So why do some people feel that abortion is wrong? We liberals are fond of saying that it's because conservatives are misogynists who want to control women's bodies and punish them for having unapproved sex. And that's probably of true of some of them. But among moderate conservatives, there are really only two things we know for sure:

  • A large majority of moderates on both sides have feelings that are basically shaped by shape. That is, they don't think a little ball of cells looks human but they do think that a sonagram taken at 18 weeks does. That's why they mostly approve of Roe v. Wade. They don't care if it makes legal sense, they only care that it jibes with their intuition.
  • When Dobbs was finally handed down—that is, when endless talk turned into a real, concrete attack on abortion—support for abortion rights went up. We political junkies all expected Roe to fall after Trump appointed three right-wing justices to the Supreme Court, but ordinary people didn't. They were shocked and surprised when it happened.

These seem like the natural points of attack for liberals who want to persuade conservatives to support broader abortion rights. But how? It's easy to imagine how we can take advantage of scary conservative ideologues. They're scary. But how do we take advantage of the shape thing? After all, it makes a lot of sense for a pattern-matching species like us. If it looks human, it probably is human.
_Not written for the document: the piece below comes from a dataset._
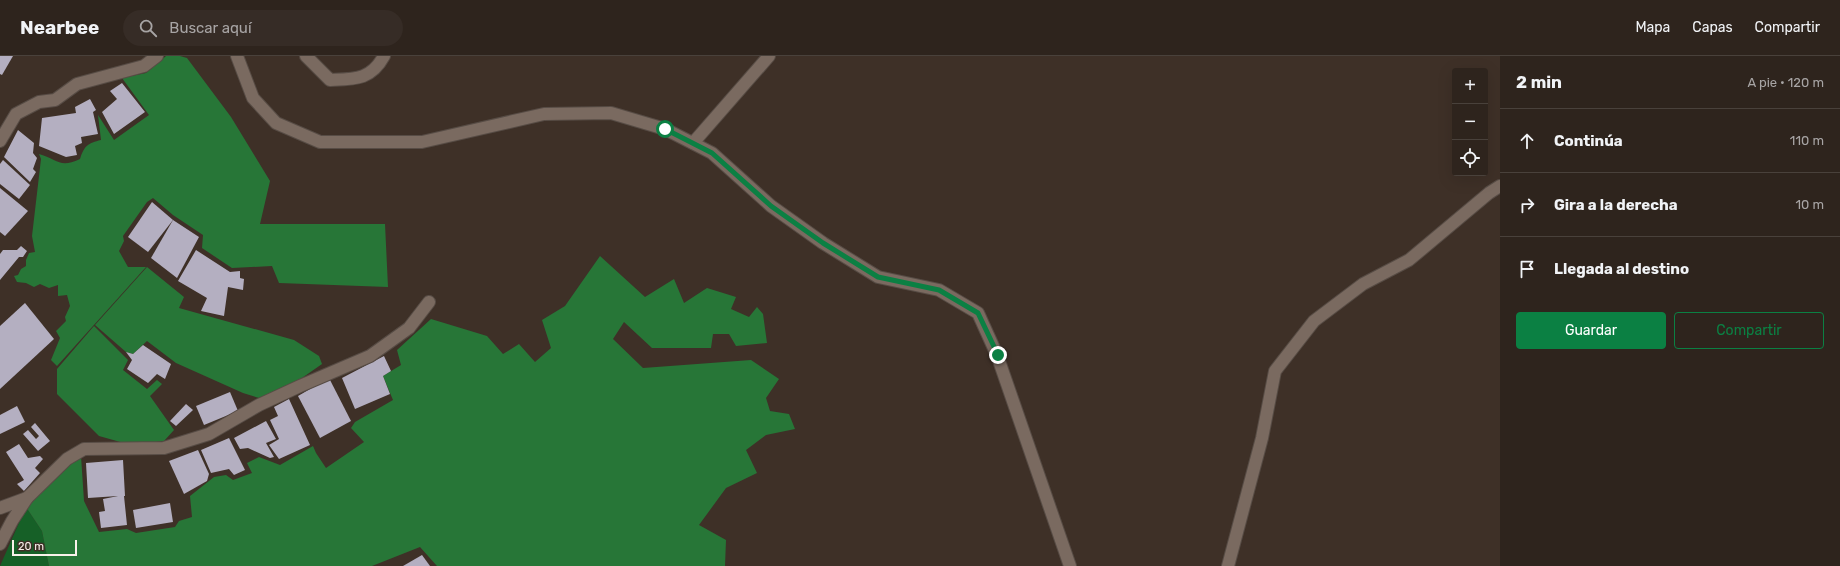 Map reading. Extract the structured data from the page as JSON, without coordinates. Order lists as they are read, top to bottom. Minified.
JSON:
{"scale_bar":"20 m","page":{"header":"Nearbee","search":"Buscar aquí","nav":["Mapa","Capas","Compartir"],"heading":["2 min","A pie · 120 m"],"map_buttons":["+","−"],"list":[["Continúa","110 m"],["Gira a la derecha","10 m"],"Llegada al destino"],"buttons":["Guardar","Compartir"],"scale":"20 m"}}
I don't know. The obvious solution is to support abortion until, say, 18 weeks but not after. But that's not what progressives believe.

We could try to convince people that "looks like" isn't "is." But that's a pretty tough row to hoe. I'm not sure how we could go about it.

We could begin a campaign to emphasize how a 20-week fetus isn't like a newborn baby.

We could splash social media with pictures of the 2001 fetus, emphasizing how creepy and alien it is.

Anybody else have some ideas? I know that lots of people have been trying to figure this out for decades, but with Roe gone it gains a certain salience that it didn't have before. What's our best way of handling it?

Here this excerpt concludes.